The rising corporate interest in non-traditional power sellers such as Toyota Motor Corp and Panasonic Corp could further hurt Japan’s regional power monopolies already reeling from increased thermal fuel costs and the costs of refitting or decommissioning nuclear power plants.
It comes after the government passed legislation last month that includes the creation of a national grid operator by 2015 and the liberalisation of the power market for homes soon after, moves that could lead to a break up of the regional power monopolies.
Twenty-two percent of 255 big Japanese companies said they would consider using a new power provider in a question asked during the monthly Reuters Corporate Survey taken by Nikkei Research between Nov 22 and Dec 4.
That is 17 percentage points higher than when a similar question was asked in the September poll of Japanese companies.
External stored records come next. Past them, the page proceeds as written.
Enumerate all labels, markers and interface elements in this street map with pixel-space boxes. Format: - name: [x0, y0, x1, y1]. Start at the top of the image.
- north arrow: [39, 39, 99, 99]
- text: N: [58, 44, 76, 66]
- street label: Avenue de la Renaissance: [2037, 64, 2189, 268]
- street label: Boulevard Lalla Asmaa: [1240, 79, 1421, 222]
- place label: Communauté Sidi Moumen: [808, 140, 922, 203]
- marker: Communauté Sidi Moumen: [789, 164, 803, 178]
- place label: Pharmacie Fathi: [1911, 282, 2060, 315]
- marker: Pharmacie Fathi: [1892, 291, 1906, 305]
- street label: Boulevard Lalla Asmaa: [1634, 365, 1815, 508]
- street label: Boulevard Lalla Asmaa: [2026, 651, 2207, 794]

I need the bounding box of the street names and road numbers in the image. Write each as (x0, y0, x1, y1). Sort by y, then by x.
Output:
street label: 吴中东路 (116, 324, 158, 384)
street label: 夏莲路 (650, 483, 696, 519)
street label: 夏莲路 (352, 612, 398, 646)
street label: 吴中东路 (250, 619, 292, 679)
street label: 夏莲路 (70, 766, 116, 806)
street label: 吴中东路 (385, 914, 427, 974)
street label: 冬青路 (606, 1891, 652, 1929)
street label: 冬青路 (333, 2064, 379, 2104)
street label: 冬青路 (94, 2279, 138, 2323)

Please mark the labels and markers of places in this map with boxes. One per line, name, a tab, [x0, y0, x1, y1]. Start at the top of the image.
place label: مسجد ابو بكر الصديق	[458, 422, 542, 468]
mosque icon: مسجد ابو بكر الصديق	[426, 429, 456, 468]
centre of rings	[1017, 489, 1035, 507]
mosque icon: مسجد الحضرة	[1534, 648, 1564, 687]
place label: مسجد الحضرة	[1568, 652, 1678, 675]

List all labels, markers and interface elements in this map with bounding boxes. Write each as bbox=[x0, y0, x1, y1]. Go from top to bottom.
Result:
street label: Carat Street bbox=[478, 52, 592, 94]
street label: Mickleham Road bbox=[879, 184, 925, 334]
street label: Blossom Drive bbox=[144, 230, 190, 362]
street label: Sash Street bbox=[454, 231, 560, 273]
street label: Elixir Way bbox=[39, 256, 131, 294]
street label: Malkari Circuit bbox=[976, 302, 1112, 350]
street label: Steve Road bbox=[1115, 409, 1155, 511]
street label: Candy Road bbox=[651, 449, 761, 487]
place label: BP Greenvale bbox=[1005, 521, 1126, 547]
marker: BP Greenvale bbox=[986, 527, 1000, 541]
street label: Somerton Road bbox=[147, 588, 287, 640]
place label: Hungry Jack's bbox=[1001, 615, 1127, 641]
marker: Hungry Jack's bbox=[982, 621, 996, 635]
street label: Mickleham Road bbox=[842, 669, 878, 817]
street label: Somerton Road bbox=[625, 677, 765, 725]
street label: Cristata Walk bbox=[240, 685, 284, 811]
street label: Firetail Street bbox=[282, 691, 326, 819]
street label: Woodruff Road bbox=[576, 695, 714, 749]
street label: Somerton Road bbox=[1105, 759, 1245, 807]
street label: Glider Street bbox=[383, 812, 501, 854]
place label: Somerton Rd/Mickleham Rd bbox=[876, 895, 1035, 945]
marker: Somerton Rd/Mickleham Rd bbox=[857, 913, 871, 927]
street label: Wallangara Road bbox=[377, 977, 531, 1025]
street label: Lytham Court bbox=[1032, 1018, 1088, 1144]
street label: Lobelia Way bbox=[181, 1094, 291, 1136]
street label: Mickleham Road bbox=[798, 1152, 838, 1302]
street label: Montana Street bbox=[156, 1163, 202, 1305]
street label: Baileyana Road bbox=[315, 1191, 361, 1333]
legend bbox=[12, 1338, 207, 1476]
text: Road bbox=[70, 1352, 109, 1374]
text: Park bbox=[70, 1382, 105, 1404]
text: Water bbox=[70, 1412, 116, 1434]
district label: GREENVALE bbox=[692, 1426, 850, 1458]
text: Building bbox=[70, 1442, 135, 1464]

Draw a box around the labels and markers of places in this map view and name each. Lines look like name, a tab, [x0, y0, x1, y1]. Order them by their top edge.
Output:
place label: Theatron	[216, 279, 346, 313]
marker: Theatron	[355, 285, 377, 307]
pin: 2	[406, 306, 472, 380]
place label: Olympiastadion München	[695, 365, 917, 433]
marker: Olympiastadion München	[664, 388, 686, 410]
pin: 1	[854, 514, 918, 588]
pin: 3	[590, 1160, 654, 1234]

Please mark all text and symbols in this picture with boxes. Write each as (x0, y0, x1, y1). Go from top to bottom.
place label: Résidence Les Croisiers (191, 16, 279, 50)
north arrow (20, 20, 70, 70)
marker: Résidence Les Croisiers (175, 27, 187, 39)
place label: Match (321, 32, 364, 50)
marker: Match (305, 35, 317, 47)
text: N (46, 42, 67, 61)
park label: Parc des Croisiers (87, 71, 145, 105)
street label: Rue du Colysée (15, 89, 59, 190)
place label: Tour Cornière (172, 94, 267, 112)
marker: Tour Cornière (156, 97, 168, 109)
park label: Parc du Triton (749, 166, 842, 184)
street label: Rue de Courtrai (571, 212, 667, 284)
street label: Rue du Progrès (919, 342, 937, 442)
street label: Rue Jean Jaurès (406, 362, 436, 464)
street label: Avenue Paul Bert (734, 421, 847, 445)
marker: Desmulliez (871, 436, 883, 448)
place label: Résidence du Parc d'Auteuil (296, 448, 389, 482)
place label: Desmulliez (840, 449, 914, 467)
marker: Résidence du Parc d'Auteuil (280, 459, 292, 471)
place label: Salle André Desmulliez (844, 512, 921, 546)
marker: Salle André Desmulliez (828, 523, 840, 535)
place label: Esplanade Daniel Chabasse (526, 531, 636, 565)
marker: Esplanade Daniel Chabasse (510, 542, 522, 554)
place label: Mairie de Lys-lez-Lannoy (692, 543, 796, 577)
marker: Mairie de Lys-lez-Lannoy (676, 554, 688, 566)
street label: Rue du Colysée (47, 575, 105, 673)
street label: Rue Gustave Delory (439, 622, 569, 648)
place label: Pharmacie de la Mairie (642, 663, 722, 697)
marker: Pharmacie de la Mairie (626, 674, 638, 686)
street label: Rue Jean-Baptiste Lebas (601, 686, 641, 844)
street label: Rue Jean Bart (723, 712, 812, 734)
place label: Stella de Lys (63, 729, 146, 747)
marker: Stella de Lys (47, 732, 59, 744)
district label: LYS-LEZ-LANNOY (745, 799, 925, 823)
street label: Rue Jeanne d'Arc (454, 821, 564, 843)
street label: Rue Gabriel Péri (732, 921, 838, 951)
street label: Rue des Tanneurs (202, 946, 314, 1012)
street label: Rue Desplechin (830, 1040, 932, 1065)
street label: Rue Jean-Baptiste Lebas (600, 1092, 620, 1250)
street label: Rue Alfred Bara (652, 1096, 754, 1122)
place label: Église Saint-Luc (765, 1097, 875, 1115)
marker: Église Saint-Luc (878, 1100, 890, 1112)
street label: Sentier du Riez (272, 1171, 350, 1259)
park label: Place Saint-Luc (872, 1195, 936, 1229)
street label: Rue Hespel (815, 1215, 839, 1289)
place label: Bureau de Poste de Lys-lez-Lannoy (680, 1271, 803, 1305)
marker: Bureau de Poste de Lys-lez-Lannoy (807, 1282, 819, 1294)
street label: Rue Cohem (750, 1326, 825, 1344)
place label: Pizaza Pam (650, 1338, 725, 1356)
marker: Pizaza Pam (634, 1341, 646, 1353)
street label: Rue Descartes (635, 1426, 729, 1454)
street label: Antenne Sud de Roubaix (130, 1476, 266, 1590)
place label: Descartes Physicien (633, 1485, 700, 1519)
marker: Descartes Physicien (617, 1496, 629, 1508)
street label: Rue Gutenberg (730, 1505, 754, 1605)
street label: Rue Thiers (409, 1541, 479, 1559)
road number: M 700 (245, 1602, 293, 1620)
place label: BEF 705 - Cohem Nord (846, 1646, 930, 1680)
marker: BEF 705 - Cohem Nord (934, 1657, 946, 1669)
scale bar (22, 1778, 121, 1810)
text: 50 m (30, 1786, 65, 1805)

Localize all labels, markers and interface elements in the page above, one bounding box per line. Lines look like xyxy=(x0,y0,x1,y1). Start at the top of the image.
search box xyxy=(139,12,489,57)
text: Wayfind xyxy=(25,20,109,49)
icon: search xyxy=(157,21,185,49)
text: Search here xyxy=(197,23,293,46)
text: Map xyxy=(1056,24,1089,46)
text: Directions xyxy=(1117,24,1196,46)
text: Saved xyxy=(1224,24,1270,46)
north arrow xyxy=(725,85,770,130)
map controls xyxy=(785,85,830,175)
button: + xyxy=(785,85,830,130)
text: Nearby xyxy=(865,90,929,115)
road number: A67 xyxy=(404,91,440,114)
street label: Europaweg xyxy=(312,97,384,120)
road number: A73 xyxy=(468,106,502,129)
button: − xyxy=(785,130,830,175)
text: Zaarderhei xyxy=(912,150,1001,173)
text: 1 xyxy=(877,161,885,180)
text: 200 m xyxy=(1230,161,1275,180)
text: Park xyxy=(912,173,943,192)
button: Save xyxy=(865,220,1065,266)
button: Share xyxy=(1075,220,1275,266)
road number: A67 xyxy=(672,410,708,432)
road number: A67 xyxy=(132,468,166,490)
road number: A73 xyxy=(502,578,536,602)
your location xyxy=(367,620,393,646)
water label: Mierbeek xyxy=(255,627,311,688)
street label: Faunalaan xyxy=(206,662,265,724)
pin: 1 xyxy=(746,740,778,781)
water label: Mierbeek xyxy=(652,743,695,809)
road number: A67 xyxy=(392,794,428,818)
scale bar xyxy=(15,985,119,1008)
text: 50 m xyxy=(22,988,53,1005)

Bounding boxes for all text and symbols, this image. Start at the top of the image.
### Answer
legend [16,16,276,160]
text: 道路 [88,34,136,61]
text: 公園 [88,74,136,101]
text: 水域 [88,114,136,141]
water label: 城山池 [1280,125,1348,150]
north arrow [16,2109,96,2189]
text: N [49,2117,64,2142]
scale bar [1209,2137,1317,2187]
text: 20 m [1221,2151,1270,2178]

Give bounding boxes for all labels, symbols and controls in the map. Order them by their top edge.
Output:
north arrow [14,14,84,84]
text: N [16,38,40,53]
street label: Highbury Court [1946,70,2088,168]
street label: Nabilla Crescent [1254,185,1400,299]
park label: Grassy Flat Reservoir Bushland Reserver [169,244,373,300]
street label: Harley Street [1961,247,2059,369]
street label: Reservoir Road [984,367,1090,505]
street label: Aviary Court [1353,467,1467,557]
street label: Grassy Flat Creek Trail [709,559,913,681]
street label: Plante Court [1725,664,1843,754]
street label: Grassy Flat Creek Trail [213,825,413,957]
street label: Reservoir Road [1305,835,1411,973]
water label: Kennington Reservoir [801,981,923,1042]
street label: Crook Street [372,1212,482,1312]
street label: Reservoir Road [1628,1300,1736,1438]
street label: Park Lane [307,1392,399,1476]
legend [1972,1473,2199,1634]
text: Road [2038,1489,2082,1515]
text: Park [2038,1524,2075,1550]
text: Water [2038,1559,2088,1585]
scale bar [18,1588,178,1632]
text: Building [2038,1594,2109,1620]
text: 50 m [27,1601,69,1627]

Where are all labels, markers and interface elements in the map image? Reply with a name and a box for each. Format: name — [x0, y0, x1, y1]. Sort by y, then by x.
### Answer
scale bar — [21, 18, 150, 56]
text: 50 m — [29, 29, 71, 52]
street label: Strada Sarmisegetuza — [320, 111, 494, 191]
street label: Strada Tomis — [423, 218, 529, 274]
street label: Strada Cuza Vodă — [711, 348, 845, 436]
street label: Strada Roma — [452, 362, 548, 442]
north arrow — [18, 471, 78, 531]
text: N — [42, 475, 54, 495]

“Many Japanese citizens are strongly against the restart of nuclear power, and earlier there was some hope that it would change, but it hasn’t, rather (anti-nuclear sentiment) might actually be getting stronger,” said Tetsuya Inoue, a senior researcher at Nomura Research Institute, who reviewed the survey results.
Japan is currently nuclear free for just the third time in more than four decades, following the massive March 2011 earthquake and tsunami that triggered reactor meltdowns and radiation leaks at the Fukushima Daiichi facility and caused the country to rethink its atomic energy use.